BOB and BDIS - other than bragging rights, what's the benefit with regards to your doe's actual status? Not minimizing bragging rights - I wouldn't mind at all winning either of those. Help me understand - a doe gets a grand champion at a show. Then as a different "round" all the previous champions come together with the current show winner and that determines the BOB? Then BDIS is when the winner (BOB) from each breed are in the ring together and a winner is chosen for the day? For each ring only or for ALL rings combined?

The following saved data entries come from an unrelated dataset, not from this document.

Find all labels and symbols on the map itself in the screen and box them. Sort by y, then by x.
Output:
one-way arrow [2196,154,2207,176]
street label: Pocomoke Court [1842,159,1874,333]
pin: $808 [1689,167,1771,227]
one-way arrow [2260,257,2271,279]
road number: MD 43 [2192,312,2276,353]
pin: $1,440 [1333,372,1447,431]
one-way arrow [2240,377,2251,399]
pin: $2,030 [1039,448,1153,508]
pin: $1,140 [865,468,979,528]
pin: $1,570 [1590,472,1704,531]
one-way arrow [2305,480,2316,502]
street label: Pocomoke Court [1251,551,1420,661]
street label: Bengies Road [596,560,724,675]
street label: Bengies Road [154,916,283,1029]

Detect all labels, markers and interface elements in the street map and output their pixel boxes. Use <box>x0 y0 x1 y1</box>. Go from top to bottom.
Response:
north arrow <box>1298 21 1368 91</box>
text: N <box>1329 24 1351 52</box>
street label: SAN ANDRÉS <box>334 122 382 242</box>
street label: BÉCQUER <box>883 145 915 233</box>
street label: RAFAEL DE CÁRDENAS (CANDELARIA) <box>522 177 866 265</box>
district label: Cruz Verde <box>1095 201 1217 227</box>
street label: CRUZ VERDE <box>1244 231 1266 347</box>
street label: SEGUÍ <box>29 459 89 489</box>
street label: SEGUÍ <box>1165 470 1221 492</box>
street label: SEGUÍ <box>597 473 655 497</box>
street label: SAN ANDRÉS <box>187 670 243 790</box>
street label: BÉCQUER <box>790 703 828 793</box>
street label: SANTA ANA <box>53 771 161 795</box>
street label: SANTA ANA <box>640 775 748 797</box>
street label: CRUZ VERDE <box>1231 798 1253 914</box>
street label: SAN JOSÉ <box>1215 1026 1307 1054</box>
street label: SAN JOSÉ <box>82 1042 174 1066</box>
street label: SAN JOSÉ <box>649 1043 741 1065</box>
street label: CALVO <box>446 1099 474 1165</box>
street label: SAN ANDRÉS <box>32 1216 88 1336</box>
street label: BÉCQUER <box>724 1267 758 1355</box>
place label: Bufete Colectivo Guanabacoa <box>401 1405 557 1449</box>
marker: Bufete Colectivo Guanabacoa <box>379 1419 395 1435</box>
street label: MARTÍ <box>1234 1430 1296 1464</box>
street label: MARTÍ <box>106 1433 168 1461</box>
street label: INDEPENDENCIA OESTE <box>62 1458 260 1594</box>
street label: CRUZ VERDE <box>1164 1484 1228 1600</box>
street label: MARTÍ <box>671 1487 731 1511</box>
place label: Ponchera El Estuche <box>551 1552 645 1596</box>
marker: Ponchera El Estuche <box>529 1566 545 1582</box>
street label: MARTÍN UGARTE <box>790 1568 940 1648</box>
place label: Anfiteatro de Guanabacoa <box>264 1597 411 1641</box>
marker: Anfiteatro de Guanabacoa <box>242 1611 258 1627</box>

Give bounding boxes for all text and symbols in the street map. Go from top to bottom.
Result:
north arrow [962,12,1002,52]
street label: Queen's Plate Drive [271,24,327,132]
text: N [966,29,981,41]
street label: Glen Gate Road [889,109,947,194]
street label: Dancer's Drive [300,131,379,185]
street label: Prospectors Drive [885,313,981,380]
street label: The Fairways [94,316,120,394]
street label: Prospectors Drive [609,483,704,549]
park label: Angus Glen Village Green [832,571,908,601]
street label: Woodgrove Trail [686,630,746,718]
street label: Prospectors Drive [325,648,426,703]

restricted legs - same as junior? or are there circumstances in which a senior doe earns a restricted? but regardless of how it is earned to be a finished CH, a doe must earn two "regular" legs and one restricted. Can a doe earn three regular if never shown as a junior?

How does one keep track of all this?  especially if you have multiple goats and are showing alot. 
Confusing . . .


----------



## fmg (Jul 4, 2011)

Each ring only. Who would judge if all the best from every ring got together?  Just think of each ring as it's own show.

Yes a doe can earn 3 milking legs, having never earned a leg as a Jr. and get finished. Some people don't even show Jr's. Camille pointed out before that a Sr. doe can get a restricted leg if she goes reserve and there is 20 other does at the show, and Kathie said it can also happen if the doe that went grand was already finished. I am curious, what if a doe finished (it was her 3rd leg) in the ring that your doe was reserve in, does she also get a restricted leg? What if she finished before that, but hadn't got the paperwork for it yet, does the reserve get a leg then?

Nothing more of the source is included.